I thought I had suffered through enough of these types of stories over the past six months to last me a lifetime, but apparently not. Hasn't this innocent, blameless, and very dead horse been beaten sufficiently by now? And yet... some masochistic streak in me forces me to read it:
QE2 was a bust:
Economic data is worse than before

BOSTON (MarketWatch) — It‘s cost $600 billion of your money. And it was supposed to rescue the economy. But has Ben Bernanke’s huge financial stimulus package, known as “Quantitative Easing 2,” actually worked as planned?

QE2 is being wound down in the next few weeks. Fed Chairman Ben Bernanke has said it has left the economy “moving in the right direction.” But an analysis of the real numbers tells a very different story.
I've only snipped the first two paragraphs from this story, but that much is enough to contain two fundamental and oft-repeated errors which I've resisted commenting about in the past, but can resist no longer.

Correction #1. You can't tell if QE2 worked by simply looking at actual economic data. Why? Because you need to compare it to something. So in order to tell the effects of any particular policy you have to compare actual economic data with what would have happened in the absence of the policy. I have yet to see a critic of QE2 attempt to make the correct comparison.

Correction #2. QE2 didn't cost anything.
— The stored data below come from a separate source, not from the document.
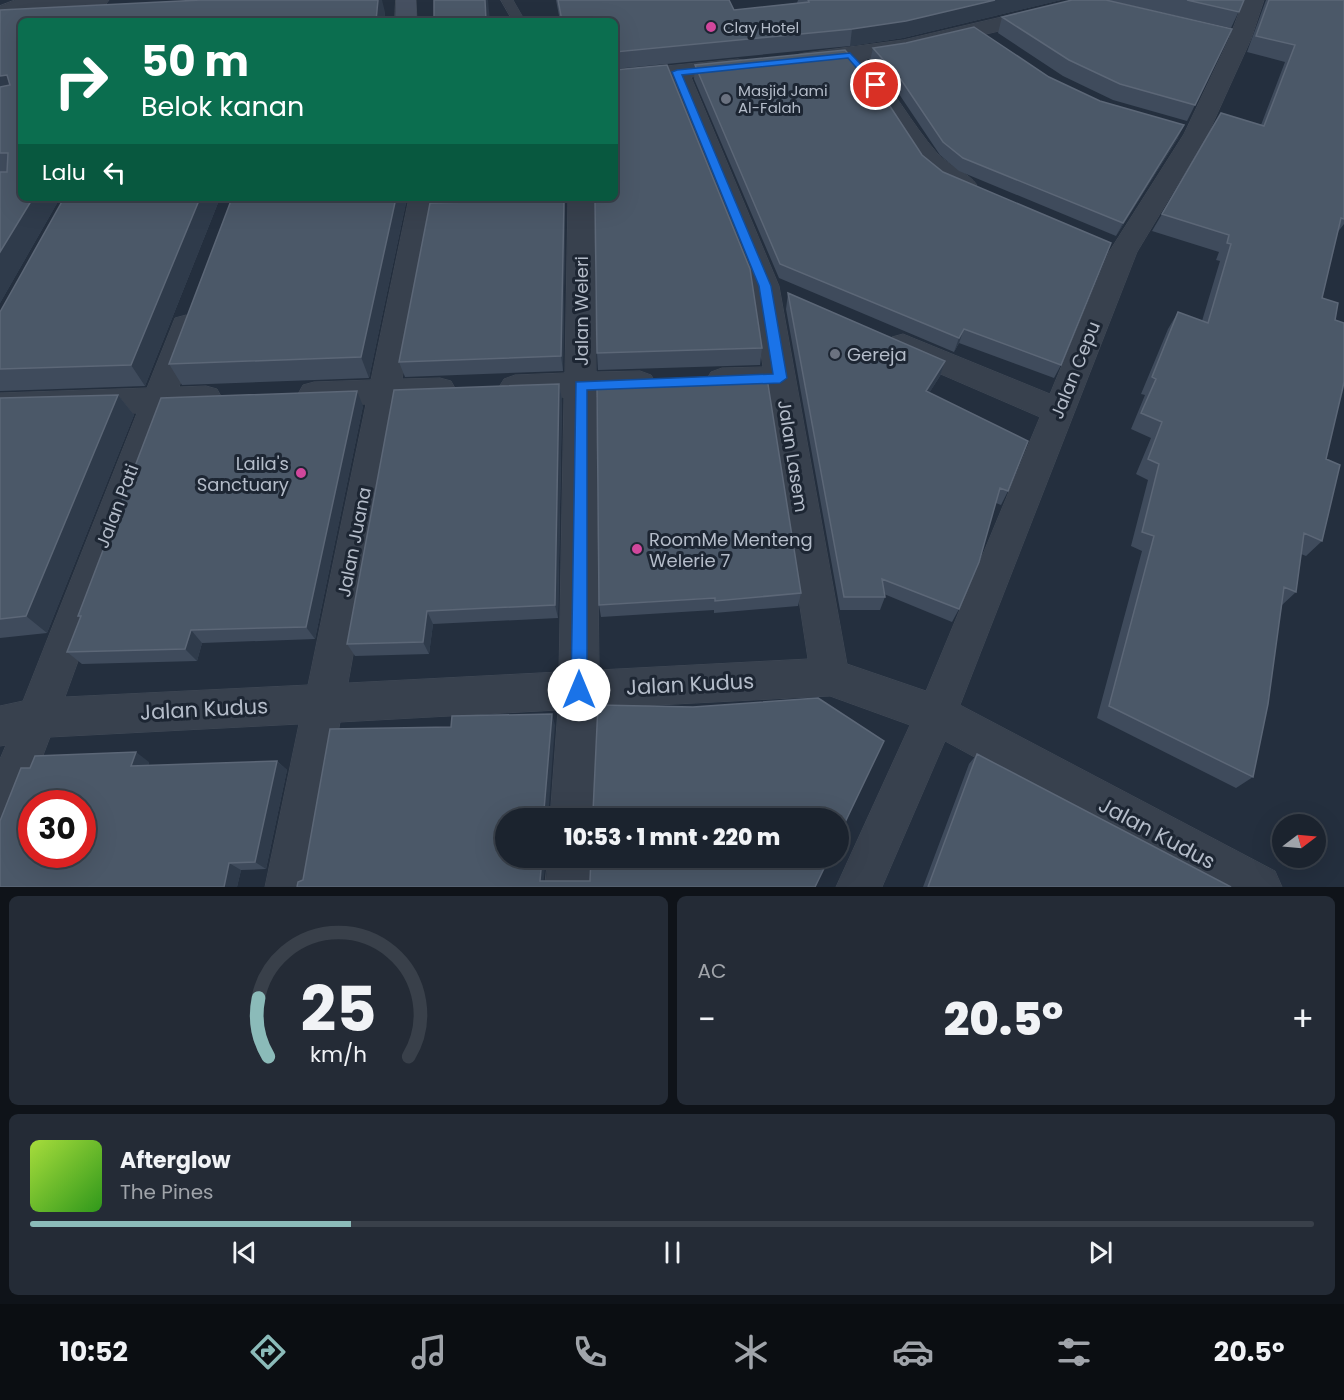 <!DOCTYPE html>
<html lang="id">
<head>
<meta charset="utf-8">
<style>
  body { margin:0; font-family:Poppins,sans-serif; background:#242b36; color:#f1f3f6; height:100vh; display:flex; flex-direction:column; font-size:22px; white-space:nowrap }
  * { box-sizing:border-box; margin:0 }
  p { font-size:20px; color:#a0a4aa }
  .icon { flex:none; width:33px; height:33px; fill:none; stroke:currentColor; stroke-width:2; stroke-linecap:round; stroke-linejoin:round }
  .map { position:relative; height:887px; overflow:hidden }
  .panel { display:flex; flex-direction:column; gap:9px; padding:9px; background:#0f1319; flex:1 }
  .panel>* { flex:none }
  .guide { position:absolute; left:18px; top:18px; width:600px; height:183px; border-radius:9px; box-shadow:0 6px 24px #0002,0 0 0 2px #39404a; background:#0b6e4f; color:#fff; overflow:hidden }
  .needle { width:39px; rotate:74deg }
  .fabs { position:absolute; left:1272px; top:814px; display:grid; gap:12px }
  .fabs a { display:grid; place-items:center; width:54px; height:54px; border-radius:50%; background:#1b232e; box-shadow:0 6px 24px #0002,0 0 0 2px #39404a; font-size:30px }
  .speed { position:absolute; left:18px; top:790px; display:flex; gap:12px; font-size:30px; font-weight:700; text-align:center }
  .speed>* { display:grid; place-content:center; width:78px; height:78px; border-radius:50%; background:#1b232e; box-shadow:0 6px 24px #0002,0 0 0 2px #39404a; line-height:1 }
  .speed .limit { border:9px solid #d22; background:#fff; color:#111 }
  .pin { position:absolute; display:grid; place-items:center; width:51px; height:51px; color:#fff; margin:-26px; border:3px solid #fff; border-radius:50%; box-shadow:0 2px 6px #0007 }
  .me { position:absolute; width:66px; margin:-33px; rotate:0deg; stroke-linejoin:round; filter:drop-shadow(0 0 4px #0008) }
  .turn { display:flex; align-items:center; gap:21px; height:126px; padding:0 24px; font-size:27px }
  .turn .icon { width:78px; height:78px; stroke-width:2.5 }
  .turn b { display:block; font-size:42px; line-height:51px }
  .then { display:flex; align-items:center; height:57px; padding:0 24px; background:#0003; gap:12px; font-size:22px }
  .big { font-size:45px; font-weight:800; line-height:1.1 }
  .panel .tile { flex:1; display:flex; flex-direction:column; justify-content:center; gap:9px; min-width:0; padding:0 21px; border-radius:9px; background:#242b36 }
  .panel .dial { align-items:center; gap:0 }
  .dial svg { height:156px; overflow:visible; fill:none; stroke:#39404a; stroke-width:7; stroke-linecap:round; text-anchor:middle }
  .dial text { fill:#f1f3f6; stroke:none }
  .song { display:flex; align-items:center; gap:18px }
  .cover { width:72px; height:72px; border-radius:9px; background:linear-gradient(135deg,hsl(80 70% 55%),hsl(110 70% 35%)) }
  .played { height:6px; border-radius:3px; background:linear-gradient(90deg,#8bbbb9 25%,#39404a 25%) }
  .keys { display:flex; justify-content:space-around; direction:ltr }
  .heat { display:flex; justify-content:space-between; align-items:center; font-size:33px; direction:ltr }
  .panel .tiles { flex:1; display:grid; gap:9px; grid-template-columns:1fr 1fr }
  .tile:last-child { grid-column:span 2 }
  .trip { position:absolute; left:495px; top:808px; width:354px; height:60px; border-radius:30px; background:#1b232e; box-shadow:0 6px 24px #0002,0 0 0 2px #39404a; font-weight:800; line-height:60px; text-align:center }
  .dock { display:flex; height:96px; justify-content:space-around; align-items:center; background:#0b0e12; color:#a0a4aa }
  .dock .icon { width:42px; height:42px }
  .dock .on { color:#8bbbb9 }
  .dock b { font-size:27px; color:#f1f3f6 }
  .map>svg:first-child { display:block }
</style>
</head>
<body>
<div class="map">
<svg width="1344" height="887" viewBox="0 0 1344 887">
  <rect width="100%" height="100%" fill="#242f3e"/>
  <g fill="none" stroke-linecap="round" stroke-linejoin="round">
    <defs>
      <path id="lane" d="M 501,0 L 513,0 L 525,21 L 513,21 Z"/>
      <path id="street" d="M 15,0 L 109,0 L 106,4 L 99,6 L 27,10 L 0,19 L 0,6 Z
        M 1244,0 L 1264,0 L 1251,39 L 1208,134 L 1137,252 L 960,705 L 1275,871 L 1282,887 L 1214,887 L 945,741 L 882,887 L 836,887 L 910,725 L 830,696 L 598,708 L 594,819 L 550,819 L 558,710 L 340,722 L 311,887 L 265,887 L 299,724 L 50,737 L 15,829 L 0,836 L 0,759 L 6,745 L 0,746 L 0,706 L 23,701 L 137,413 L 0,417 L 0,393 L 147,388 L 175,318 L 186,315 L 197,318 L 201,326 L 179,387 L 206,386 L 217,389 L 222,398 L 217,407 L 206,410 L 169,411 L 65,697 L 308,685 L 366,404 L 314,406 L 303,403 L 298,394 L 303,385 L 314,382 L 371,380 L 409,198 L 435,198 L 402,379 L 440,378 L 451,381 L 456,390 L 451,399 L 440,402 L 398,403 L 348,683 L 559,672 L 564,397 L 515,399 L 504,395 L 499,387 L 504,379 L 515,375 L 565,373 L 568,198 L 594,198 L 596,372 L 640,371 L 651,375 L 656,383 L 651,391 L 640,395 L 596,396 L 599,670 L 808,659 L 767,390 L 722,392 L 711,388 L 706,380 L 711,372 L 722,368 L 763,367 L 751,286 L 669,80 L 615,85 L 615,71 L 738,59 L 746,61 L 749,66 L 746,71 L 691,77 L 779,286 L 847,664 L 926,691 L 1040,417 L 892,353 L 888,345 L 892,337 L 903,334 L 1050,394 L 1109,252 L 1184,134 L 1229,39 Z
        M 1045,7 L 1053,8 L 1056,13 L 1053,18 L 903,54 L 866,59 C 893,88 911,123 937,153 C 948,165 969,173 977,185 L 973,191 C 931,202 897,129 877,100 C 867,86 855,74 844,62 L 804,67 L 796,65 L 793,60 L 796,55 L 804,53 L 903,40 Z
        M 548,858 L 592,858 L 591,887 L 545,887 Z"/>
      <path id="secondary" d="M 396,0 L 416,0 L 417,21 L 395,21 Z"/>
    </defs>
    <use href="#lane" stroke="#414a57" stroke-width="1"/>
    <use href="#street" stroke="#414a57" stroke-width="1"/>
    <use href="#secondary" stroke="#414a57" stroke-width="1"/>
    <use href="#lane" fill="#38414e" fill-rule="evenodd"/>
    <use href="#street" fill="#38414e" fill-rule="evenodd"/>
    <use href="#secondary" fill="#465061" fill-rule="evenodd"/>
  </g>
  <path fill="#3f4b5c" d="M 556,0 L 729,0 L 734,10 L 797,3 L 798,0 L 1061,0 L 903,38 L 850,46 L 615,69 L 615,21 L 560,21 Z
    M 1106,0 L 1244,0 L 1231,28 Z
    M 1266,0 L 1344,0 L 1344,224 L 1337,233 L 1322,298 L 1335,320 L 1322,541 L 1306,556 L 1301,554 L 1296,592 L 1282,605 L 1253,777 L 1236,788 L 1097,718 L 1142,551 L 1131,546 L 1148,480 L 1136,474 L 1151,438 L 1131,429 L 1145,395 L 1141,394 L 1168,329 L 1178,312 L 1202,321 L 1220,261 L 1216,260 L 1219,252 L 1152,231 L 1162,214 L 1261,125 L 1285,62 L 1247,52 Z
    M 0,10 L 385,12 L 384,21 L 21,21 L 21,198 L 60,198 L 0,303 Z
    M 1002,17 L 1195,105 L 1187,121 L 1113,100 L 1063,76 L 998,33 Z
    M 873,48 L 1049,77 L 1178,138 L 1116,236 L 959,171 L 940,155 L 899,94 L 870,61 Z
    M 695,65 L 1061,365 L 1054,378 L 959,343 L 954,352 L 779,278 L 694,79 Z
    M 64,198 L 220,198 L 145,386 L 0,391 L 0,312 Z
    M 407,198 L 369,378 L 182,385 L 169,364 Z
    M 601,198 L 615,198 L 762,348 L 760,365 L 598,370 L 597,353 L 602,201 Z
    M 564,201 L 565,216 L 563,371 L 405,377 L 399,362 Z
    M 788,293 L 945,361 L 940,376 L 929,393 L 1008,491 L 1001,505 L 996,503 L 959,609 L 952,622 L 884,594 L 885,597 L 880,610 L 840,610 L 786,309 Z
    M 559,384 L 562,399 L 558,618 L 433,624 L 429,654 L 355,656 L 347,644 Z
    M 118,395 L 134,415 L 47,633 L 0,638 L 0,398 Z
    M 363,406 L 315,639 L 202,643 L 197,661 L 82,664 L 67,652 L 80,618 L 78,616 Z
    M 801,593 L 798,606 L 714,613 L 714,610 L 601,617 L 599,605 Z
    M 977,754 L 1231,887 L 923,887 L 969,764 Z
    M 277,761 L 287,770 L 266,869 L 241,870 L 237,887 L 0,887 L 149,762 L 148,766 Z"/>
  <path fill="#2f3b4b" d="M 378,0 L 382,0 L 385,12 L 384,21 L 376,21 Z
    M 485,0 L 488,0 L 490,21 L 486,21 Z
    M 995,0 L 1061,0 L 903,38 L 850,46 L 852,29 Z
    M 7,75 L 21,97 L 0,99 L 0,76 Z
    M 1184,125 L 1178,138 L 1116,236 L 1123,223 Z
    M 33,198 L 60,198 L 0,303 L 0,252 Z
    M 200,198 L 220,198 L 145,386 L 131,365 Z
    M 396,198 L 407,198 L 369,378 L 361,357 Z
    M 564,201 L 565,216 L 563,371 L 561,356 Z
    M 964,329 L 959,343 L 954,352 L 959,338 Z
    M 945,361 L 940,376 L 921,406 L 926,391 Z
    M 559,384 L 562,399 L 558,618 L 555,605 Z
    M 357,391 L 363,406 L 315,639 L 306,627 Z
    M 118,395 L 134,415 L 47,633 L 26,616 Z
    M 427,611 L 433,624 L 429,654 L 423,642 Z
    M 191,630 L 202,643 L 197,661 L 185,649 Z
    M 552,714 L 555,725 L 548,819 L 544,810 Z
    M 136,752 L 149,762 L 145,776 L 131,766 Z
    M 277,761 L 287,770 L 266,869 L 255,862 Z
    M 542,858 L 546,858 L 543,887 L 540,881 Z
    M 229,863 L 241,870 L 237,887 L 224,887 Z"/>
  <path fill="#4b5868" stroke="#5c6777" stroke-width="1.5" fill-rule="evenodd" d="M 201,0 L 378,0 L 376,21 L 21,21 L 21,198 L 33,198 L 0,252 L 0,172 L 7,172 L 8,153 L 0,153 L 0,87 L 10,85 L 7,75 L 0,76 L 0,10 Z
    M 434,0 L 485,0 L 486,21 L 434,21 Z
    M 558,0 L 729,0 L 734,10 L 809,2 L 808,0 L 995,0 L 906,21 L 852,29 L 615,52 L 615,21 L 562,21 Z
    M 1072,0 L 1106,0 L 1232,29 L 1195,105 L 1120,84 L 1069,60 L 1002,17 Z
    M 1187,0 L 1244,0 L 1239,12 Z
    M 1269,0 L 1344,0 L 1344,219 L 1341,218 L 1322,298 L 1338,303 L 1335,320 L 1344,323 L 1344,381 L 1343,387 L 1326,459 L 1340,465 L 1322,541 L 1304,533 L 1296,592 L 1284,587 L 1268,704 L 1253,777 L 1109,706 L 1154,536 L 1142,532 L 1159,464 L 1148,459 L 1162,422 L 1141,413 L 1156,379 L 1152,377 L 1178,312 L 1208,323 L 1231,244 L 1227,243 L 1229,235 L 1162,214 L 1221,113 L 1264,126 L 1295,45 L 1256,36 Z
    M 974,27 L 1049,77 L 1100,101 L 1184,125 L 1123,223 L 963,158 L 943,142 L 902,81 L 873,48 L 906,43 Z
    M 845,50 L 880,91 L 922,155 L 943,172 L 1111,243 L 1061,365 L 964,329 L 959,338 L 780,264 L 695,65 Z
    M 667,65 L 750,269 L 762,348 L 597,353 L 595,201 L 607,201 L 606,198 L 615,198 L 615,70 Z
    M 64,198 L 200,198 L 131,365 L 0,369 L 0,312 Z
    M 232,198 L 396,198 L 361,357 L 169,364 Z
    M 514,198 L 564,201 L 561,356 L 399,362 L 430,203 L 513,201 Z
    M 788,293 L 945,361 L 926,391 L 1028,441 L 1008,491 L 1000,488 L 979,562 L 959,609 L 882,579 L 885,597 L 844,597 Z
    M 767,378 L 801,593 L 715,601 L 715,598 L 599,605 L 597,383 Z
    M 559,384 L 555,605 L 427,611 L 423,642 L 347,644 L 394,390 Z
    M 357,391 L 306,627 L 191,630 L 185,649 L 67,652 L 81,616 L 78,616 L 161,398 Z
    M 118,395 L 26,616 L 0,619 L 0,398 Z
    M 818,698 L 884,741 L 838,837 L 838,819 L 506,819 L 506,858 L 542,858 L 540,881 L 590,881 L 591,858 L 829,858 L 815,887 L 297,887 L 298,882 L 303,880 L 330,729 L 451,727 L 452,716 L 552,714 L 544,810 L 547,812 L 593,812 L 598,705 L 693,707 Z
    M 136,752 L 131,766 L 277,761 L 255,862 L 229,863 L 224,887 L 0,887 L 0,821 L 21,768 L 30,768 L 35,756 ZM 32,804 L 82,804 L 82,855 L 32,855 Z
    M 977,754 L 1231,887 L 928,887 Z"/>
  <path fill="#1a73e8" stroke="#114b97" stroke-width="1.5" d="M 850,53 L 879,83 L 879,87 L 873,87 L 848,58 L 682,75 L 771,286 L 787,378 L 780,383 L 587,390 L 587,690 L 585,695 L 579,698 L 573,695 L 571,690 L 576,382 L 773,374 L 759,286 L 672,72 L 677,70 Z"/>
  <g fill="#d1479c" stroke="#1d2633" stroke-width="2">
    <circle cx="711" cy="27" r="6"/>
    <circle cx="301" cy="473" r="6"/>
    <circle cx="637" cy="549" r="6"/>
  </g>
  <g fill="#6b7280" stroke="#1d2633" stroke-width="2">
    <circle cx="726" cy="99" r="6"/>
    <circle cx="835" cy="354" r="6"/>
  </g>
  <g text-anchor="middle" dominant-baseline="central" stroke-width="6" stroke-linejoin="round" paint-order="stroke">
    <g font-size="15" fill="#b4bcc9" stroke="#1d2633" text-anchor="start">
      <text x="723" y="27">Clay Hotel</text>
      <text x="738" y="90">Masjid Jami<tspan x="738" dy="17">Al-Falah</tspan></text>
    </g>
    <g font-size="18" fill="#b4bcc9" stroke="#1d2633">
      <text transform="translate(581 311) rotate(-90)">Jalan Weleri</text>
      <text transform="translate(1075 370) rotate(-68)">Jalan Cepu</text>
      <text transform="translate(793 456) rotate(81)">Jalan Lasem</text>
      <text transform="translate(117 506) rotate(-69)">Jalan Pati</text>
      <text transform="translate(354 542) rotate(-79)">Jalan Juana</text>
    </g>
    <g font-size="18" fill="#b4bcc9" stroke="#1d2633" text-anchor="start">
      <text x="847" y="354">Gereja</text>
      <text x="289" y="463" text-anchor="end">Laila's<tspan x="289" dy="21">Sanctuary</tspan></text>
      <text x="649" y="539">RoomMe Menteng<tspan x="649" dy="21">Welerie 7</tspan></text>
    </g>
    <g font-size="21" fill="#b4bcc9" stroke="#1d2633">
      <text transform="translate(690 684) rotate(-3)">Jalan Kudus</text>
      <text transform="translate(204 709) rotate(-3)">Jalan Kudus</text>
      <text transform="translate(1157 833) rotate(28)">Jalan Kudus</text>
    </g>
  </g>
</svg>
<div class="fabs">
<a><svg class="needle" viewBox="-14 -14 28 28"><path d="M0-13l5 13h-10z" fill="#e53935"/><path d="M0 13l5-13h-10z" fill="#a0a4aa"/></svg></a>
</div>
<div class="speed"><div class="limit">30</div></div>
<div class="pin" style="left:876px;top:85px;background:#d93025"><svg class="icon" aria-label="arrive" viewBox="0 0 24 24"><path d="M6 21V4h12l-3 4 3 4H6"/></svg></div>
<svg class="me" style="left:579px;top:690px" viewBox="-20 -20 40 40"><circle r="19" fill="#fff"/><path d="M0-13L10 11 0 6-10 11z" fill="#1a73e8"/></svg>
<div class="trip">10:53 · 1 mnt · 220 m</div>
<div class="guide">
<div class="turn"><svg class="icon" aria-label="right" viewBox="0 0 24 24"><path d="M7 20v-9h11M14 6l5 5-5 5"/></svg><div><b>50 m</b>Belok kanan</div></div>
<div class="then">Lalu<svg class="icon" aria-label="left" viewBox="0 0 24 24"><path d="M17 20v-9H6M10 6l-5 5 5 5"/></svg></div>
</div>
</div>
<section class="panel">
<div class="tiles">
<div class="tile dial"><svg viewBox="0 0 100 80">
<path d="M14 69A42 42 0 1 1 86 69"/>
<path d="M14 69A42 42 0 0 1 9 39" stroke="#8bbbb9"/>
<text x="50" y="56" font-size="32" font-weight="700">25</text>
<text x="50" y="72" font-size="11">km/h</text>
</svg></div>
<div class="tile"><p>AC</p>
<div class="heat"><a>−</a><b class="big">20.5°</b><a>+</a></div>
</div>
<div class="tile">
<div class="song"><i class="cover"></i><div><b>Afterglow</b><p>The Pines</p></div></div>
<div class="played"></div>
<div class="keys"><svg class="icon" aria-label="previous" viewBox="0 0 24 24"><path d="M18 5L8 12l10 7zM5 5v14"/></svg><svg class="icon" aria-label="pause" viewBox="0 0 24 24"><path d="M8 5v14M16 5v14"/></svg><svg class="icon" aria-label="next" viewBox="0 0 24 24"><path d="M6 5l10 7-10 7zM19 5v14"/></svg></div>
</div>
</div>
</section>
<nav class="dock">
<b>10:52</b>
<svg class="icon on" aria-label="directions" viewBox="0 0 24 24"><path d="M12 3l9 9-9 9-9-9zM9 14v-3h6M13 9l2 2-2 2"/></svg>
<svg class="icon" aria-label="music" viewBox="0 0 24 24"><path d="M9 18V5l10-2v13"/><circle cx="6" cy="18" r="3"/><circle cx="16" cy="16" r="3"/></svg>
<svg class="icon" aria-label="phone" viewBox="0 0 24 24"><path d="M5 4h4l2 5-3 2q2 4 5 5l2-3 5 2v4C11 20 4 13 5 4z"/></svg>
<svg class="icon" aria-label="climate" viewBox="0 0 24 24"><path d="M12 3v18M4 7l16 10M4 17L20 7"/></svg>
<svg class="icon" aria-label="car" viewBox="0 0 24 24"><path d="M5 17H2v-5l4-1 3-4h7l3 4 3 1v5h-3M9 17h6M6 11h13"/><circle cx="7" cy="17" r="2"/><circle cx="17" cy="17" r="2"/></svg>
<svg class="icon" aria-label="filters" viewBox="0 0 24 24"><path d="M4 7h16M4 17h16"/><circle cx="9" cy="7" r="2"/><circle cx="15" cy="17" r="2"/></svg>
<b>20.5°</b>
</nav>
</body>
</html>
Nothing. Nada. All that happened was that the Fed bought a bunch of long-term assets. The money didn't disappear. The Fed still has that $600 billion; it's just in the form of long-term bonds now.

Oh, and then of course this column makes the other common mistakes about the Fed's purchases of long-term assets, implying that QE2 is the same as money creation (which it isn't), and that it has caused inflation (which it hasn't). Okay, time to stop reading.